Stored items
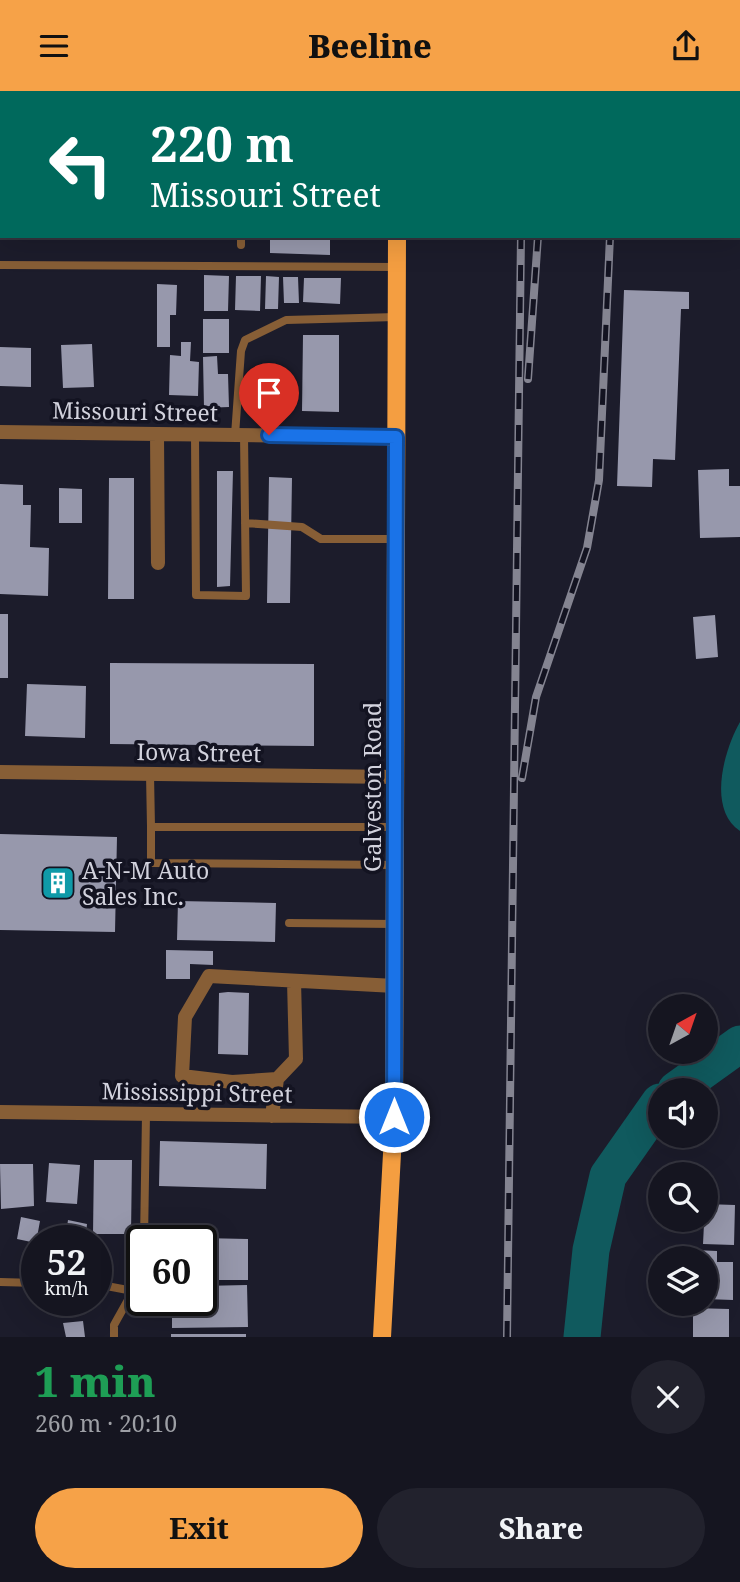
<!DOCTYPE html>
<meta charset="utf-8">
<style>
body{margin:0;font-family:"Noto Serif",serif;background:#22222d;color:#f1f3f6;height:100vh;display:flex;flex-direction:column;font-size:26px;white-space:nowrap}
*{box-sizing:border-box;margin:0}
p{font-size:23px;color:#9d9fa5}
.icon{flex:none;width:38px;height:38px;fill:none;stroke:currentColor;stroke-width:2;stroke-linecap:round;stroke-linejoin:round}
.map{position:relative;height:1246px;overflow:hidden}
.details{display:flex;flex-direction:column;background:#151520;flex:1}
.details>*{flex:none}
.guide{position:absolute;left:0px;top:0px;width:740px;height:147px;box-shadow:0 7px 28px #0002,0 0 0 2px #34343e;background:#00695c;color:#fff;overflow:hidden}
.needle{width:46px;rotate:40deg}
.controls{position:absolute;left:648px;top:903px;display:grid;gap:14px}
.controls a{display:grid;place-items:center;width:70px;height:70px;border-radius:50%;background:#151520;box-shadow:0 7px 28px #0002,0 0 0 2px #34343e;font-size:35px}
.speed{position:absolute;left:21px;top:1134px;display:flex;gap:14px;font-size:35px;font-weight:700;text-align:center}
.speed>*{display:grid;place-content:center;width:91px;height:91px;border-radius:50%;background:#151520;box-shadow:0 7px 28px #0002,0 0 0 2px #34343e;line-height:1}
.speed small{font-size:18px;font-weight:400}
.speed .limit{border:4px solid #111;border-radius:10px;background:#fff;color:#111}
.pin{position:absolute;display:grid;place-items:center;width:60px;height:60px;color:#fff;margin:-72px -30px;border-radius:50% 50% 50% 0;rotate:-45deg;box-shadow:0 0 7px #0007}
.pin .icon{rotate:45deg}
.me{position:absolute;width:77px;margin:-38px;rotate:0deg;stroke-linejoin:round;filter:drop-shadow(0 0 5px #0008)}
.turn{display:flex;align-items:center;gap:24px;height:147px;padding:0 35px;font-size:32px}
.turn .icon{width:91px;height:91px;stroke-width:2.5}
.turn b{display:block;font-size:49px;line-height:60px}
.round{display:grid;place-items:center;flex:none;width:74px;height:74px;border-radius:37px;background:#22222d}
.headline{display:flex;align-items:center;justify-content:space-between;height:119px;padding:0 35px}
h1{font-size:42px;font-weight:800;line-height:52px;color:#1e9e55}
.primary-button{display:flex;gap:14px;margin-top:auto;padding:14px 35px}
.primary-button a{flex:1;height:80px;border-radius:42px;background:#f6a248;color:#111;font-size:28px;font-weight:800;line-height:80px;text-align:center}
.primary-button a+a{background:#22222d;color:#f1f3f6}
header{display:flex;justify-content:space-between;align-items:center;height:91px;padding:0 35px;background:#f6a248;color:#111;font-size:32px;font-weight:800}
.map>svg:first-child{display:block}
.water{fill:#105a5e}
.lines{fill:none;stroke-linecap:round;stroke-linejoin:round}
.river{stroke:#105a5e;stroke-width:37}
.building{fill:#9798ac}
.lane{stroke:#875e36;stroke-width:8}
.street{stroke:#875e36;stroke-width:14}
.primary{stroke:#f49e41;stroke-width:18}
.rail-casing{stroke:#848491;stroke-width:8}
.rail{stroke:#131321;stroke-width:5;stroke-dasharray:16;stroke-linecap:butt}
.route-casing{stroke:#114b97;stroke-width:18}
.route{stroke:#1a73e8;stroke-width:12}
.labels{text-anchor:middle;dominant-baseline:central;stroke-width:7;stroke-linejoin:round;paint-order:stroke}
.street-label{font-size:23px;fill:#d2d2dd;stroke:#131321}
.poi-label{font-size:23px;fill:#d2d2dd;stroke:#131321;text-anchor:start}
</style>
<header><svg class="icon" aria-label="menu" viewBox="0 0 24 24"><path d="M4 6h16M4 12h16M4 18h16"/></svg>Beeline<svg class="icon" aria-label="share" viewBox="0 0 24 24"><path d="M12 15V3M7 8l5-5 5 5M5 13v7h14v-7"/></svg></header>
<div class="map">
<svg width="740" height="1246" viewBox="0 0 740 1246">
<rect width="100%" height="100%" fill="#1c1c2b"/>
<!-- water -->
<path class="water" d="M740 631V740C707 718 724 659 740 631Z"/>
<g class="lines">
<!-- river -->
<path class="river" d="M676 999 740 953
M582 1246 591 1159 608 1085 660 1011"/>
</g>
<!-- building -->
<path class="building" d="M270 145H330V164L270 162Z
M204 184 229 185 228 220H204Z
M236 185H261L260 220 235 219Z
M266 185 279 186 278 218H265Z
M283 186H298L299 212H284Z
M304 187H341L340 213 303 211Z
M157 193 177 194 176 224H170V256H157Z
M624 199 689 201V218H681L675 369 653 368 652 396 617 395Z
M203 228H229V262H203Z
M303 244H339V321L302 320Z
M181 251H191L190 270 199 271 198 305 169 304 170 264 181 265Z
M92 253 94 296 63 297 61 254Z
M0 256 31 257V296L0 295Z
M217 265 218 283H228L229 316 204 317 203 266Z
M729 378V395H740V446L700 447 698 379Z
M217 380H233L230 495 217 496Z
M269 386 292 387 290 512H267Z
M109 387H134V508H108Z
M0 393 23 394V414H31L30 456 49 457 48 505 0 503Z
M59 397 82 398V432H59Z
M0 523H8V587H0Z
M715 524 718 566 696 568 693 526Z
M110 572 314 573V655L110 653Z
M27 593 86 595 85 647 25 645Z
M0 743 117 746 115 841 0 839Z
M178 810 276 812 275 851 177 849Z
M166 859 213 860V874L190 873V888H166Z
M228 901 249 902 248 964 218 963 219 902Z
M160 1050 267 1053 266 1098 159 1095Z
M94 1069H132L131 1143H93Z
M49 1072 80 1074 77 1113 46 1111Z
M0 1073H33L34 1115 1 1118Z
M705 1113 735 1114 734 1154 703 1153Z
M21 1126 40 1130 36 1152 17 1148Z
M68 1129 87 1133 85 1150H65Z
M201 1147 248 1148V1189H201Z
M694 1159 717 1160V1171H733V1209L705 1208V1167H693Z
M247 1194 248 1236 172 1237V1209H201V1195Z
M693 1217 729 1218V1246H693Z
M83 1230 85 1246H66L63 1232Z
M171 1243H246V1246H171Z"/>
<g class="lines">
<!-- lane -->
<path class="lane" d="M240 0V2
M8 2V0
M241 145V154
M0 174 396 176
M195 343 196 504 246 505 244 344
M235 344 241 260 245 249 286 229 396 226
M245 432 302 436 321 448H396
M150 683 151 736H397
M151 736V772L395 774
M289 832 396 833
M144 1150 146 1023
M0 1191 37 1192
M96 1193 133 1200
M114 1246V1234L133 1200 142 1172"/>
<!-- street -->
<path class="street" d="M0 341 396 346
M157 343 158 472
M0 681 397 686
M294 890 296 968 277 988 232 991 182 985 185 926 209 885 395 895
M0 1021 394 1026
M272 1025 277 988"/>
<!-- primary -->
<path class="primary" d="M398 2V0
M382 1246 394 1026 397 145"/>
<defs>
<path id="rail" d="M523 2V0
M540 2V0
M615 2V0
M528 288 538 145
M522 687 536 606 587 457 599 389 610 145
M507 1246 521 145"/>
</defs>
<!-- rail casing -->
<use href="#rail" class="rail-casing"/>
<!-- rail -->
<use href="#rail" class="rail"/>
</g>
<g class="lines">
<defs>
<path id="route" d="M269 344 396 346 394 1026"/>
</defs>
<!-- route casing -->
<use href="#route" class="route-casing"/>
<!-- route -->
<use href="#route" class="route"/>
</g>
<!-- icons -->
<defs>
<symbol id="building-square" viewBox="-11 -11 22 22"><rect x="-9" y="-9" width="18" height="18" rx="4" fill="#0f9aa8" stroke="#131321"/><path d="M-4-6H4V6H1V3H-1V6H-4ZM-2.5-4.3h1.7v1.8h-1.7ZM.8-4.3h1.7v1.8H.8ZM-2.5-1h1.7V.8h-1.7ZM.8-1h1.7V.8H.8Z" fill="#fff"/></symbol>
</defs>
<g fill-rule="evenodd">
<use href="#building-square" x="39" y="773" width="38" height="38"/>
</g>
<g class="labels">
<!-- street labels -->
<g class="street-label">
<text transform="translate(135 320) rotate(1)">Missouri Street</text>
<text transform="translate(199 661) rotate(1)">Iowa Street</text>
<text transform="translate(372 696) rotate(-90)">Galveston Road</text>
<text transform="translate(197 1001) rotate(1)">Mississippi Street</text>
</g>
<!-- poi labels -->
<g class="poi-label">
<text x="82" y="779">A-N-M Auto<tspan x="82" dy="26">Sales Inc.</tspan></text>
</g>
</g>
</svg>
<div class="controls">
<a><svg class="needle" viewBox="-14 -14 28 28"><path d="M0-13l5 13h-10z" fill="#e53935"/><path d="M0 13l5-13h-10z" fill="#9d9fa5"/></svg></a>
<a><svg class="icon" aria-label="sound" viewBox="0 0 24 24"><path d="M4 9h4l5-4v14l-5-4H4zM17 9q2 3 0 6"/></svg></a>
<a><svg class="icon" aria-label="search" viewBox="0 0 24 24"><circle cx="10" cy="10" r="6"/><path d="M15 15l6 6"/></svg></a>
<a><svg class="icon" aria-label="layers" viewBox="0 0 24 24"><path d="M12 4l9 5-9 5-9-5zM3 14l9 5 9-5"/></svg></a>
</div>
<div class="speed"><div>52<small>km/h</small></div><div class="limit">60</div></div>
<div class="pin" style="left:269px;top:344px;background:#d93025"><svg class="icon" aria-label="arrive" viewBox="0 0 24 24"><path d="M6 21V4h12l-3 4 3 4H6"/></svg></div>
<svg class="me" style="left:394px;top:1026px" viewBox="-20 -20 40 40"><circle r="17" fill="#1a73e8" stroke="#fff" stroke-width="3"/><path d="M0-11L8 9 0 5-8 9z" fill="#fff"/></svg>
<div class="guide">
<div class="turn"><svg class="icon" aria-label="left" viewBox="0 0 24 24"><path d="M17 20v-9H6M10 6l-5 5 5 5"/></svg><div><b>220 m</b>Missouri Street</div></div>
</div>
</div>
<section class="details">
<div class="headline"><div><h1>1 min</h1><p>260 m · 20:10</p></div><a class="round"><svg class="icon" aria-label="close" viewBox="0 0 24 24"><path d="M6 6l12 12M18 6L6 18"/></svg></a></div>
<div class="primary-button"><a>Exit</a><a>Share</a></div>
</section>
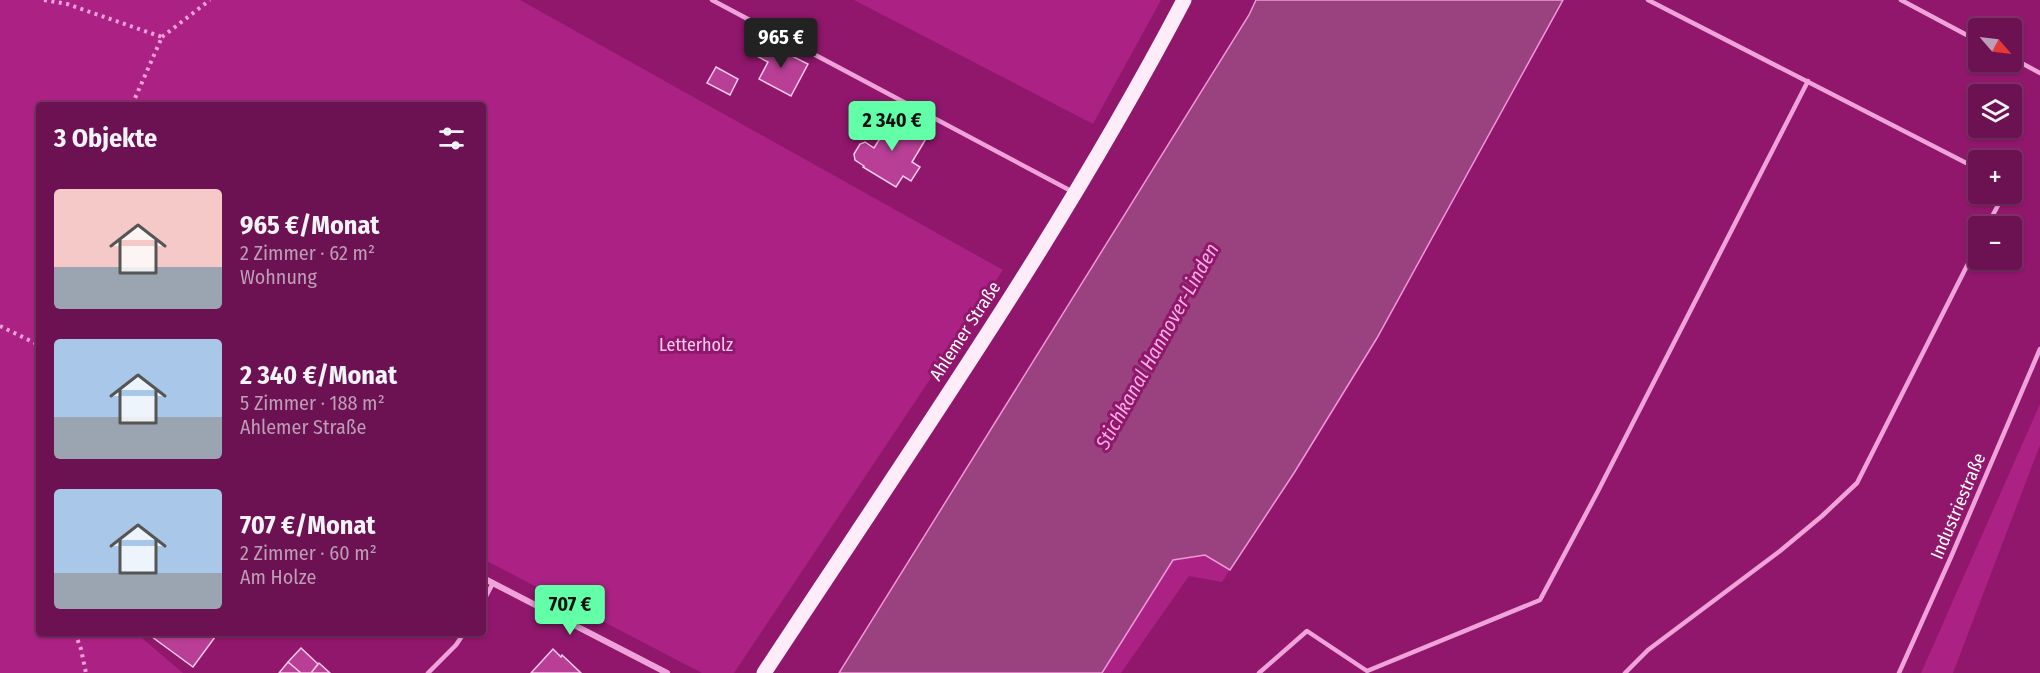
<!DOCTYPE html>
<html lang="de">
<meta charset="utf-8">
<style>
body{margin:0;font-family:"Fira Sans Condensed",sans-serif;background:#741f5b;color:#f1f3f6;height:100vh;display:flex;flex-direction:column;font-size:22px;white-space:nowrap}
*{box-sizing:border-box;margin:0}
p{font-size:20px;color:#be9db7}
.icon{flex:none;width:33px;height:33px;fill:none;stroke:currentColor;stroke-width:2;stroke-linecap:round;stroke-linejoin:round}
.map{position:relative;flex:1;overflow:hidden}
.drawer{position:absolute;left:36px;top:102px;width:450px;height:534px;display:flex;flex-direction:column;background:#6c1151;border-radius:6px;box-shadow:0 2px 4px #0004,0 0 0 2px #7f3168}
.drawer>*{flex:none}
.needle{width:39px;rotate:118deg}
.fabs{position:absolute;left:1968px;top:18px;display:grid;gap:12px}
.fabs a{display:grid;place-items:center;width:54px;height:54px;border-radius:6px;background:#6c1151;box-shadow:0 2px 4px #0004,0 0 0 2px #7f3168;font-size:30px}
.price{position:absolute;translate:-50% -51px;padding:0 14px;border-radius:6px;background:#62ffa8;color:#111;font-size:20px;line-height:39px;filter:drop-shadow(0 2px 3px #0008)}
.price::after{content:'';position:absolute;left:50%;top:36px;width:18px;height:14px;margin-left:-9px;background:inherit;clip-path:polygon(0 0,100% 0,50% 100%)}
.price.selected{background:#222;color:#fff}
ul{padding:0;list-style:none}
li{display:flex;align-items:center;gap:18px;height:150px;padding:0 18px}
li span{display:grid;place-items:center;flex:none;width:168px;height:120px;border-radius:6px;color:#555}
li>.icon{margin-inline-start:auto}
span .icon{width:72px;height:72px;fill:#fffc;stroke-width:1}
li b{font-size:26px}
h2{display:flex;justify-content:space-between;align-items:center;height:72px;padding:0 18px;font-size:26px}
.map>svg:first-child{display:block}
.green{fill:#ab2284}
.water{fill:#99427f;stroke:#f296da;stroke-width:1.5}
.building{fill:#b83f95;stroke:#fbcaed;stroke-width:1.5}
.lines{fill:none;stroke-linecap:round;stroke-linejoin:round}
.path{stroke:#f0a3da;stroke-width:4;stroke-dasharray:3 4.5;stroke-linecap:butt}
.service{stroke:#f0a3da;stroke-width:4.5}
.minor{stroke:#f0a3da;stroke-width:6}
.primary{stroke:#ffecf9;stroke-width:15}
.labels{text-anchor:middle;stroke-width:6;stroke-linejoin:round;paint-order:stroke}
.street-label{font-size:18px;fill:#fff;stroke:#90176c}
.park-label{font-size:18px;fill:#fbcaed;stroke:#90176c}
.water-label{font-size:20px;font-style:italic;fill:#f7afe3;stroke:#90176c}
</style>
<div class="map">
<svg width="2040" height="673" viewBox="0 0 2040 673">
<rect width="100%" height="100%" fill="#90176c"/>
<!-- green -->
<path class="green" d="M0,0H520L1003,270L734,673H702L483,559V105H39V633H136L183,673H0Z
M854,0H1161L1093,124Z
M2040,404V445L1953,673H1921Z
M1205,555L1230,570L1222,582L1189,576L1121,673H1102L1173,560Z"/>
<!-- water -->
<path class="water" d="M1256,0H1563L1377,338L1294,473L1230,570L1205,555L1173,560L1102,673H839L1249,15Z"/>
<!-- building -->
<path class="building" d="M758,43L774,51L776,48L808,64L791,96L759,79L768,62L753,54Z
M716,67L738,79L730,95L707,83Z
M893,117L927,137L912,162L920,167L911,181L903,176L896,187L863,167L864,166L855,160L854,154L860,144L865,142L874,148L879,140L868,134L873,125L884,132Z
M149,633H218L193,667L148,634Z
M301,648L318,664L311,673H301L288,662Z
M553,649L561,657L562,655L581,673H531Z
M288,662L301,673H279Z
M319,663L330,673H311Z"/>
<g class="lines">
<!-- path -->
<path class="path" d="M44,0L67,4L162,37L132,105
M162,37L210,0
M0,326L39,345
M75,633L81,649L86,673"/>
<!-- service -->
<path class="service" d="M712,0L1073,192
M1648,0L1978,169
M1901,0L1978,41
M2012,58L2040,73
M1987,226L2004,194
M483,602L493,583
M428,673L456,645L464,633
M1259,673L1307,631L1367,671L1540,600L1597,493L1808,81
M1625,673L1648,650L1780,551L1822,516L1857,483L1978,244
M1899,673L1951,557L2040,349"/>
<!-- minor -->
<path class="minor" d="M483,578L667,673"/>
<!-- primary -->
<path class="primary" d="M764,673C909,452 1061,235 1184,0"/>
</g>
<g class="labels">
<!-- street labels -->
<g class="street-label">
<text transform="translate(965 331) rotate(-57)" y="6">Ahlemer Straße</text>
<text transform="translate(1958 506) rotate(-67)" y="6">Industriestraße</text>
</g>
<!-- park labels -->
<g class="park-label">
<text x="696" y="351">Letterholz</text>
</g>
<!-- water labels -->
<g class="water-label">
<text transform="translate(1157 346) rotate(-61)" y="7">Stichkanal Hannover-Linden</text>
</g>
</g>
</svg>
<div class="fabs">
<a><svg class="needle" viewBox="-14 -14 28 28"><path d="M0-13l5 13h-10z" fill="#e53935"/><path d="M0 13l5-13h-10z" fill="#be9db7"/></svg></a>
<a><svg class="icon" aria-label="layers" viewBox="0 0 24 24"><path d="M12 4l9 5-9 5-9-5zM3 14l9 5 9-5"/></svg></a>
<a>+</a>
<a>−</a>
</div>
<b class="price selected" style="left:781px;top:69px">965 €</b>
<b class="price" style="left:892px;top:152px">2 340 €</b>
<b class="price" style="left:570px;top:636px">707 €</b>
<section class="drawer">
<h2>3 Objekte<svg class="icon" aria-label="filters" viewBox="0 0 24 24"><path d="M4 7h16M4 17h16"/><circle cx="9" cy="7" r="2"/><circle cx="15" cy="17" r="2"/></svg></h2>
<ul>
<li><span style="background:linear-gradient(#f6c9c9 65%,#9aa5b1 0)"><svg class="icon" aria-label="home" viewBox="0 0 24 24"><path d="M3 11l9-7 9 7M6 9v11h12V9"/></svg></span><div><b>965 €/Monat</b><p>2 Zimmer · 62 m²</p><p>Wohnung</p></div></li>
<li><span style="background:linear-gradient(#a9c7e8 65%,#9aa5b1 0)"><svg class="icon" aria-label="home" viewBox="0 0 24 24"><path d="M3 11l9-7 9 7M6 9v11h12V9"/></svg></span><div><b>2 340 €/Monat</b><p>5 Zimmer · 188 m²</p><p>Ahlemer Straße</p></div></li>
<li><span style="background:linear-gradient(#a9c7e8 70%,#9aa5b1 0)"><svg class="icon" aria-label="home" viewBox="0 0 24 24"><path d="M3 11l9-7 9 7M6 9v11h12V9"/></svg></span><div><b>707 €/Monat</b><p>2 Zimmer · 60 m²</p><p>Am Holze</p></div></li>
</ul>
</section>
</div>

■ Exercise ■
Read the entries above, then pull out the lines that include "small".

■ Solution for this task ■
.speed small{font-size:18px;font-weight:400}
<div class="speed"><div>52<small>km/h</small></div><div class="limit">60</div></div>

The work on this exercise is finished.